▸ PROBLEM REQUIREMENTS
A faithful retyping of every entry below is wanted, with images left out.

============================================================

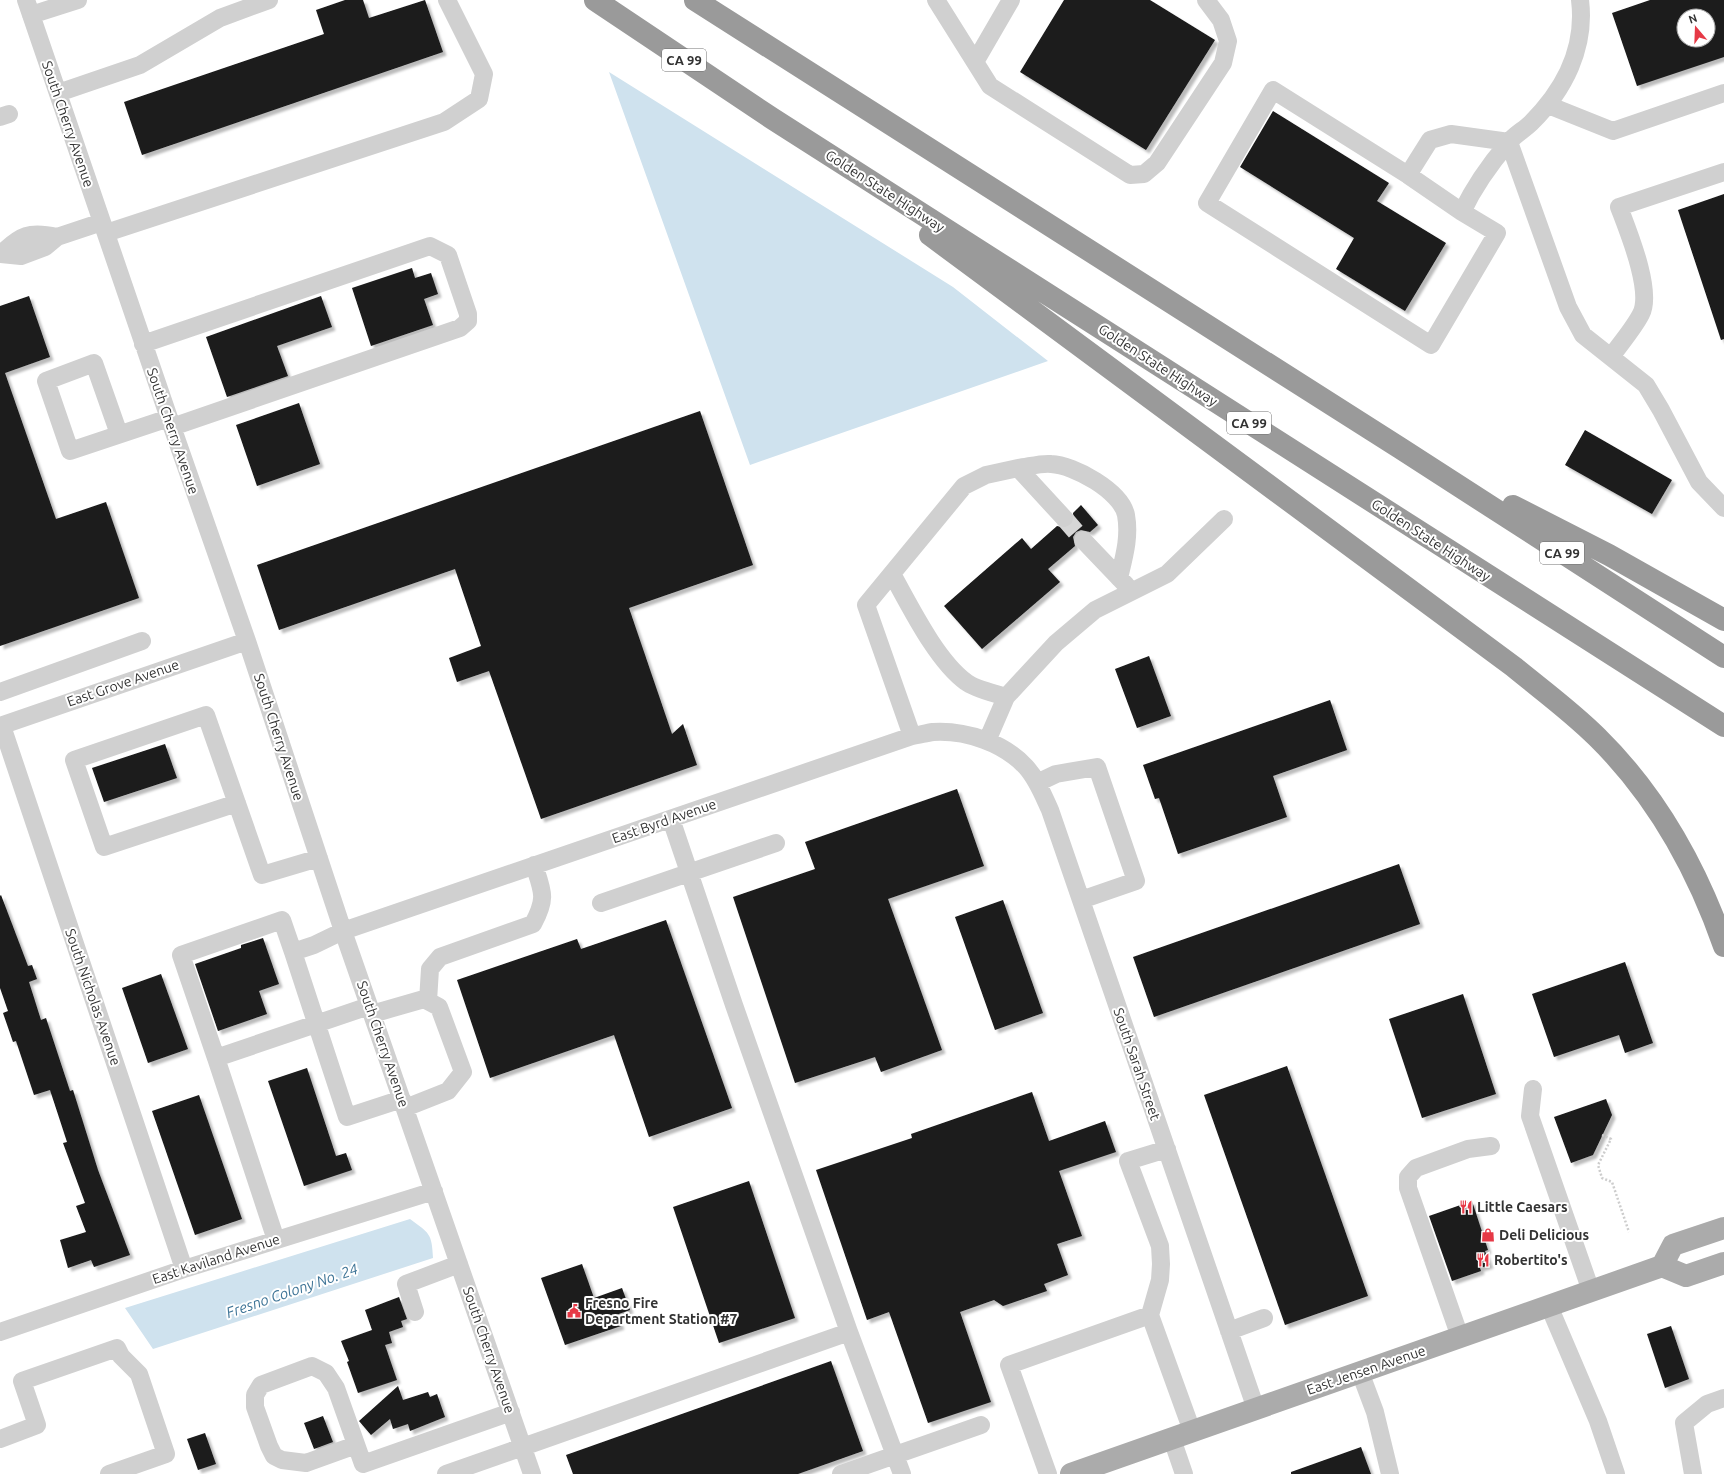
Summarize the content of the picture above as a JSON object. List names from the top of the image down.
{
  "streets": {
    "highway": ["CA 99", "Golden State Highway"],
    "main road": ["East Jensen Avenue"],
    "street": [
      "South Cherry Avenue",
      "East Grove Avenue",
      "East Byrd Avenue",
      "South Nicholas Avenue",
      "South Sarah Street",
      "East Kaviland Avenue"
    ]
  },
  "crossings": [
    ["South Cherry Avenue", "East Grove Avenue"],
    ["South Cherry Avenue", "East Byrd Avenue"],
    ["South Cherry Avenue", "East Kaviland Avenue"],
    ["East Grove Avenue", "South Nicholas Avenue"],
    ["East Byrd Avenue", "South Sarah Street"],
    ["South Nicholas Avenue", "East Kaviland Avenue"],
    ["South Sarah Street", "East Jensen Avenue"]
  ],
  "water": ["Fresno Colony No. 24"],
  "places": {
    "restaurant": ["Little Caesars", "Robertito's"],
    "shop": ["Deli Delicious"],
    "public building": ["Fresno Fire Department Station #7"]
  },
  "north": "top"
}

============================================================

▸ SOLUTION
Summarize the content of the picture above as a JSON object. List names from the top of the image down.
{
  "streets": {
    "highway": ["CA 99", "Golden State Highway"],
    "main road": ["East Jensen Avenue"],
    "street": [
      "South Cherry Avenue",
      "East Grove Avenue",
      "East Byrd Avenue",
      "South Nicholas Avenue",
      "South Sarah Street",
      "East Kaviland Avenue"
    ]
  },
  "crossings": [
    ["South Cherry Avenue", "East Grove Avenue"],
    ["South Cherry Avenue", "East Byrd Avenue"],
    ["South Cherry Avenue", "East Kaviland Avenue"],
    ["East Grove Avenue", "South Nicholas Avenue"],
    ["East Byrd Avenue", "South Sarah Street"],
    ["South Nicholas Avenue", "East Kaviland Avenue"],
    ["South Sarah Street", "East Jensen Avenue"]
  ],
  "water": ["Fresno Colony No. 24"],
  "places": {
    "restaurant": ["Little Caesars", "Robertito's"],
    "shop": ["Deli Delicious"],
    "public building": ["Fresno Fire Department Station #7"]
  },
  "north": "top"
}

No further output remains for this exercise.